= La Falize Castle =

Castle in Wallonia, Belgium

The Château de La Falize is a castle in the province of Namur in Wallonia (one of the three regions of Belgium). It is located about 5 km north of the city centre of Namur just off the old Gembloux-Namur (N904 road) at the top of the steep northern valley slope of the river Meuse.

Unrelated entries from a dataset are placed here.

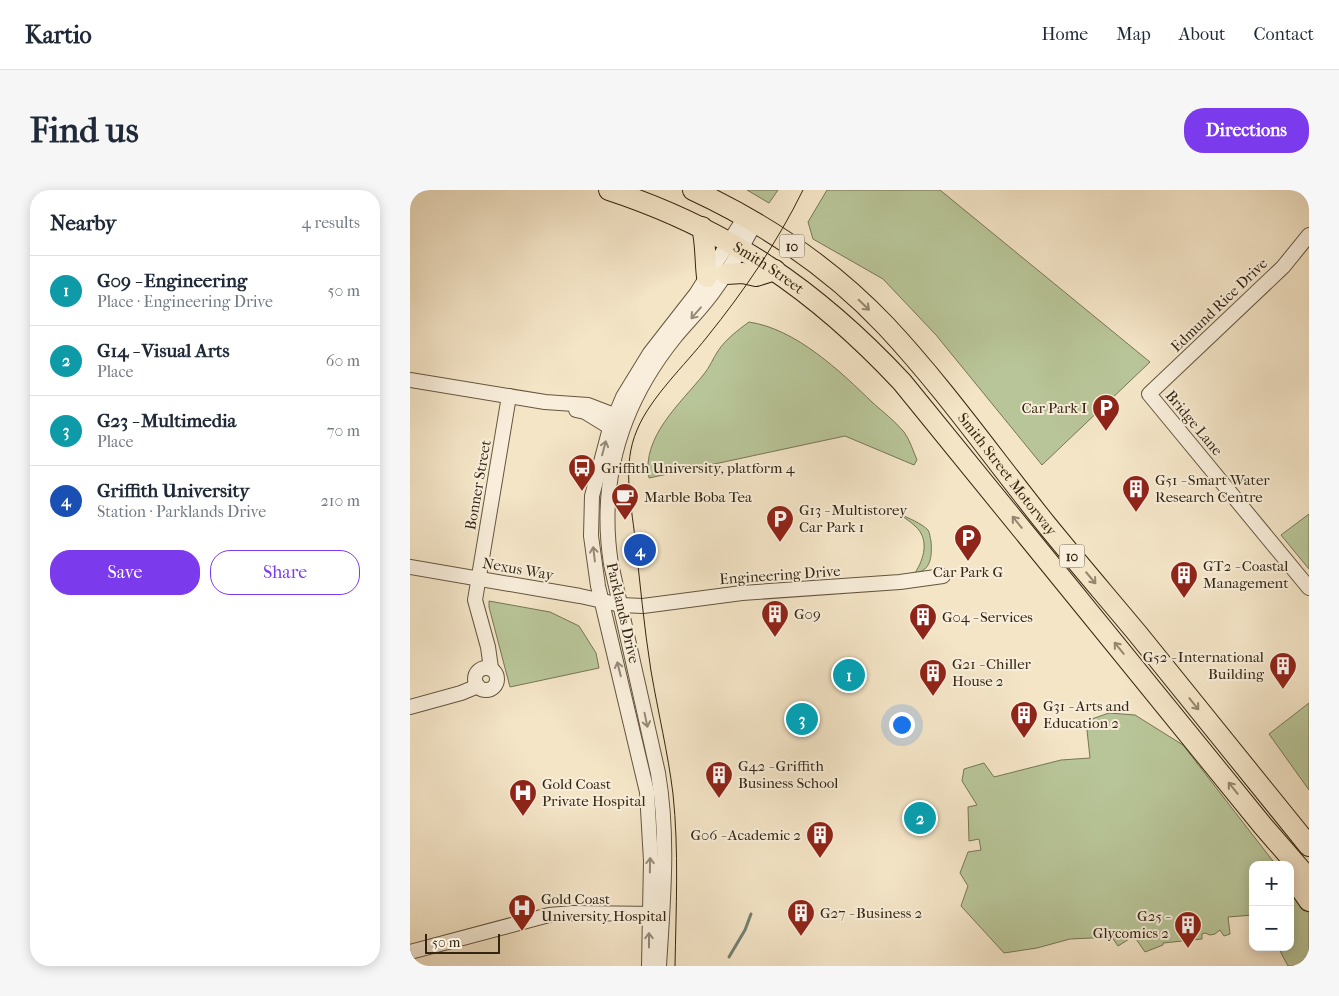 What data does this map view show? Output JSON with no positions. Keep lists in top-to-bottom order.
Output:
{
  "streets": {
    "highway": ["10", "Smith Street", "Smith Street Motorway"],
    "street": [
      "Edmund Rice Drive",
      "Bridge Lane",
      "Bonner Street",
      "Nexus Way",
      "Engineering Drive",
      "Parklands Drive"
    ]
  },
  "crossings": [
    ["Smith Street", "Smith Street Motorway"],
    ["Smith Street", "Parklands Drive"],
    ["Edmund Rice Drive", "Bridge Lane"],
    ["Bonner Street", "Nexus Way"],
    ["Nexus Way", "Engineering Drive"],
    ["Nexus Way", "Parklands Drive"],
    ["Engineering Drive", "Parklands Drive"]
  ],
  "places": {
    "parking": ["Car Park I", "G13 - Multistorey Car Park 1", "Car Park G"],
    "bus stop": ["Griffith University, platform 4"],
    "building": [
      "G51 - Smart Water Research Centre",
      "GT2 - Coastal Management",
      "G09",
      "G04 - Services",
      "G52 - International Building",
      "G21 - Chiller House 2",
      "G31 - Arts and Education 2",
      "G42 - Griffith Business School",
      "G06 - Academic 2",
      "G27 - Business 2",
      "G25 - Glycomics 2"
    ],
    "cafe": ["Marble Boba Tea"],
    "hospital": ["Gold Coast Private Hospital", "Gold Coast University Hospital"]
  },
  "scale_bar": "50 m",
  "page": {
    "header": "Kartio",
    "nav": [
      "Home",
      "Map",
      "About",
      "Contact"
    ],
    "buttons": [
      "Directions",
      ["Save", "Share"]
    ],
    "title": "Find us",
    "heading": ["Nearby", "4 results"],
    "list": [
      {
        "mark": "1",
        "name": "G09 - Engineering",
        "note": "Place · Engineering Drive",
        "value": "50 m"
      },
      {
        "mark": "2",
        "name": "G14 - Visual Arts",
        "note": "Place",
        "value": "60 m"
      },
      {
        "mark": "3",
        "name": "G23 - Multimedia",
        "note": "Place",
        "value": "70 m"
      },
      {
        "mark": "4",
        "name": "Griffith University",
        "note": "Station · Parklands Drive",
        "value": "210 m"
      }
    ],
    "pins": [
      "4",
      "1",
      "3",
      "2"
    ],
    "map_buttons": ["+", "−"],
    "scale": "50 m"
  }
} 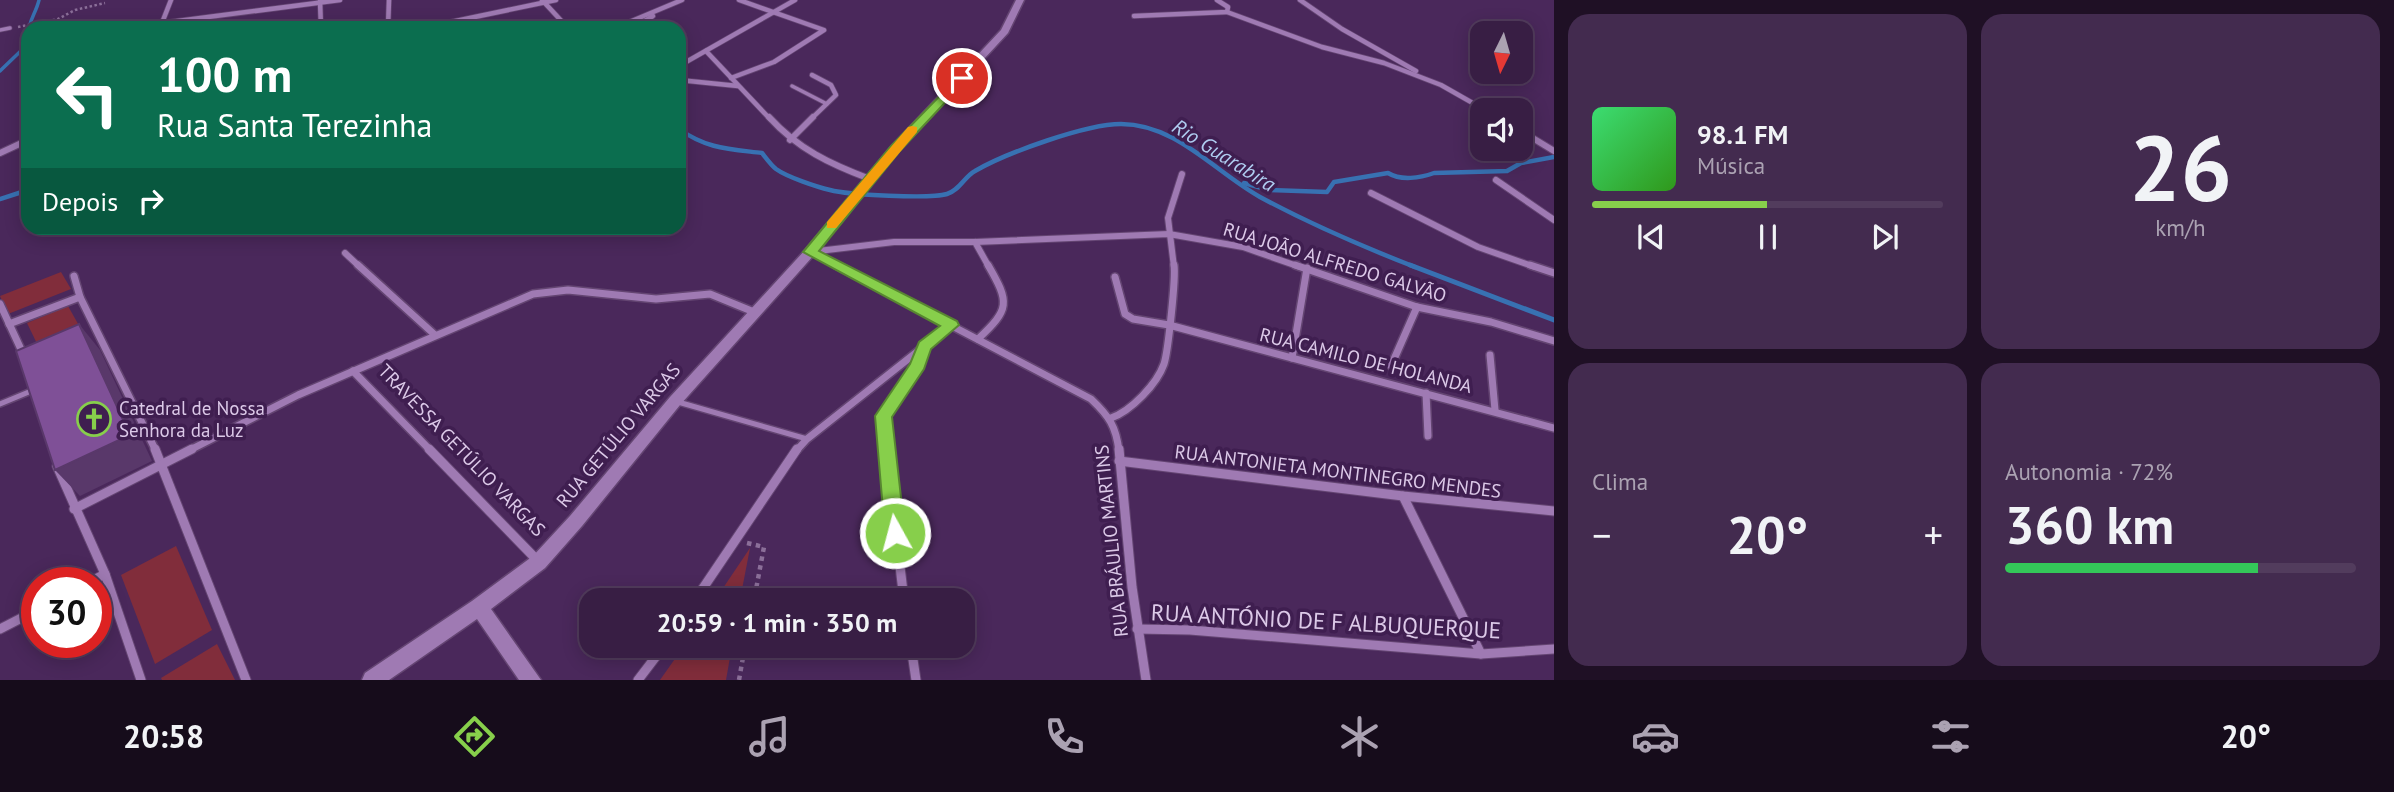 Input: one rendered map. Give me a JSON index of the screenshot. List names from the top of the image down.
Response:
{
  "streets": {
    "main road": ["RUA GETÚLIO VARGAS"],
    "street": [
      "RUA JOÃO ALFREDO GALVÃO",
      "RUA CAMILO DE HOLANDA",
      "TRAVESSA GETÚLIO VARGAS",
      "RUA ANTONIETA MONTINEGRO MENDES",
      "RUA BRÁULIO MARTINS",
      "RUA ANTÓNIO DE F ALBUQUERQUE"
    ]
  },
  "crossings": [
    ["RUA JOÃO ALFREDO GALVÃO", "RUA GETÚLIO VARGAS"],
    ["RUA JOÃO ALFREDO GALVÃO", "RUA BRÁULIO MARTINS"],
    ["RUA CAMILO DE HOLANDA", "RUA BRÁULIO MARTINS"],
    ["RUA GETÚLIO VARGAS", "TRAVESSA GETÚLIO VARGAS"],
    ["RUA ANTONIETA MONTINEGRO MENDES", "RUA BRÁULIO MARTINS"],
    ["RUA BRÁULIO MARTINS", "RUA ANTÓNIO DE F ALBUQUERQUE"]
  ],
  "water": ["Rio Guarabira"],
  "places": {
    "church": ["Catedral de Nossa Senhora da Luz"]
  },
  "north": "bottom",
  "page": {
    "tile": [
      ["26", "km/h"],
      "Clima",
      ["Autonomia · 72%", "360 km"]
    ],
    "turn": ["100 m", "Rua Santa Terezinha"],
    "song": ["98.1 FM", "Música"],
    "then": "Depois",
    "heat": ["−", "20°", "+"],
    "limit": "30",
    "trip": "20:59 · 1 min · 350 m",
    "tabs": ["20:58", "20°"]
  }
}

==Etymology and geography==
The name of the Château is derived from the Latin word falise (Cliff, French: falaise) because of its position close to the top edge of a steep declivity of the valley sides of the river Meuse at the foot of which is the city of Namur. Just south west of the Château the steep side of the Meuse valley is cut by the Houyoux, a tributary of the Meuse, which has created a smaller valley in the steep declivity of the Muse valley. The Houyoux is used by the land transport routes from Gembloux and Namur, to descend into the Meuse valley from the plain above.

==History==

The Château de La Falize was built in the 15th and 16th centuries with 20th century additions.

In 1638, King Philip IV of Spain, leased this manor in 1638 to Gilles I of Glymes, Lord of La Falize, for the sum of 1500 florins. Honoré de Glymes-Brabant, son of Ignace-François de Glymes-Brabant, Lord of la Falize built most of the current structure in 1757.

The Château was the headquarters of William of Orange during the Siege of Namur in 1695.